→ WHAT IS NEEDED
Write out all the data again, exactly.

(Stored items)
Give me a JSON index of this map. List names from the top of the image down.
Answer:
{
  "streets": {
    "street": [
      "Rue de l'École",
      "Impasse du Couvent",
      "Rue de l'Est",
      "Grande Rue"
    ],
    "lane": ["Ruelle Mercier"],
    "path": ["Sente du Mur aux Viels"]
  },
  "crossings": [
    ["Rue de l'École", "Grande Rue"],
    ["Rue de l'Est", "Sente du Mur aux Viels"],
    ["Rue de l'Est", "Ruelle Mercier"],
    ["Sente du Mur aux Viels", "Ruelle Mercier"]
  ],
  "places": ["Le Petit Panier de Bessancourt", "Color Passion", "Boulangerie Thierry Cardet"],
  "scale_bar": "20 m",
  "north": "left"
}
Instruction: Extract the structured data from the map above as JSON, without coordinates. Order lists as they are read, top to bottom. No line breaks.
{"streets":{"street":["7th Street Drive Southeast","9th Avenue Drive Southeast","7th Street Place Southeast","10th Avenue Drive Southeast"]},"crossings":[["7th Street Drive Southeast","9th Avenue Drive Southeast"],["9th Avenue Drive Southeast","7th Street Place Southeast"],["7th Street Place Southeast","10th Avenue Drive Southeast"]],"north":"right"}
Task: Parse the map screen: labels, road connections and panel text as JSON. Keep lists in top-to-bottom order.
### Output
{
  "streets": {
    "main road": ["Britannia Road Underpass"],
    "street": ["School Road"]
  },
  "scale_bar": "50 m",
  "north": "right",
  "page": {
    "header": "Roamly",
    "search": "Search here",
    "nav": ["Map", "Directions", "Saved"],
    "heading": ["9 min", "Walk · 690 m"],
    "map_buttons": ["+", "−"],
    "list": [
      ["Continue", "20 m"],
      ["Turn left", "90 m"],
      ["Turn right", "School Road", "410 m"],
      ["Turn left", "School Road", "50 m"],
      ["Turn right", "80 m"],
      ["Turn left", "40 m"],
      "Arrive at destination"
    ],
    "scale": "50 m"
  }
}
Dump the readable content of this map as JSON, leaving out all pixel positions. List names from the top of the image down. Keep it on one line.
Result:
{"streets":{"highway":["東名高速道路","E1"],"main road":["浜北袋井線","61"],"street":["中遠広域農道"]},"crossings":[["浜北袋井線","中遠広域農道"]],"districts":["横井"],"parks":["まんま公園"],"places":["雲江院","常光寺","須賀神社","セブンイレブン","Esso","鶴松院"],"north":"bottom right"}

→ COMPLETED EXERCISE
Give me a JSON index of this map. List names from the top of the image down.
Answer:
{
  "streets": {
    "street": [
      "Rue de l'École",
      "Impasse du Couvent",
      "Rue de l'Est",
      "Grande Rue"
    ],
    "lane": ["Ruelle Mercier"],
    "path": ["Sente du Mur aux Viels"]
  },
  "crossings": [
    ["Rue de l'École", "Grande Rue"],
    ["Rue de l'Est", "Sente du Mur aux Viels"],
    ["Rue de l'Est", "Ruelle Mercier"],
    ["Sente du Mur aux Viels", "Ruelle Mercier"]
  ],
  "places": ["Le Petit Panier de Bessancourt", "Color Passion", "Boulangerie Thierry Cardet"],
  "scale_bar": "20 m",
  "north": "left"
}
Instruction: Extract the structured data from the map above as JSON, without coordinates. Order lists as they are read, top to bottom. No line breaks.
{"streets":{"street":["7th Street Drive Southeast","9th Avenue Drive Southeast","7th Street Place Southeast","10th Avenue Drive Southeast"]},"crossings":[["7th Street Drive Southeast","9th Avenue Drive Southeast"],["9th Avenue Drive Southeast","7th Street Place Southeast"],["7th Street Place Southeast","10th Avenue Drive Southeast"]],"north":"right"}
Task: Parse the map screen: labels, road connections and panel text as JSON. Keep lists in top-to-bottom order.
### Output
{
  "streets": {
    "main road": ["Britannia Road Underpass"],
    "street": ["School Road"]
  },
  "scale_bar": "50 m",
  "north": "right",
  "page": {
    "header": "Roamly",
    "search": "Search here",
    "nav": ["Map", "Directions", "Saved"],
    "heading": ["9 min", "Walk · 690 m"],
    "map_buttons": ["+", "−"],
    "list": [
      ["Continue", "20 m"],
      ["Turn left", "90 m"],
      ["Turn right", "School Road", "410 m"],
      ["Turn left", "School Road", "50 m"],
      ["Turn right", "80 m"],
      ["Turn left", "40 m"],
      "Arrive at destination"
    ],
    "scale": "50 m"
  }
}
Dump the readable content of this map as JSON, leaving out all pixel positions. List names from the top of the image down. Keep it on one line.
Result:
{"streets":{"highway":["東名高速道路","E1"],"main road":["浜北袋井線","61"],"street":["中遠広域農道"]},"crossings":[["浜北袋井線","中遠広域農道"]],"districts":["横井"],"parks":["まんま公園"],"places":["雲江院","常光寺","須賀神社","セブンイレブン","Esso","鶴松院"],"north":"bottom right"}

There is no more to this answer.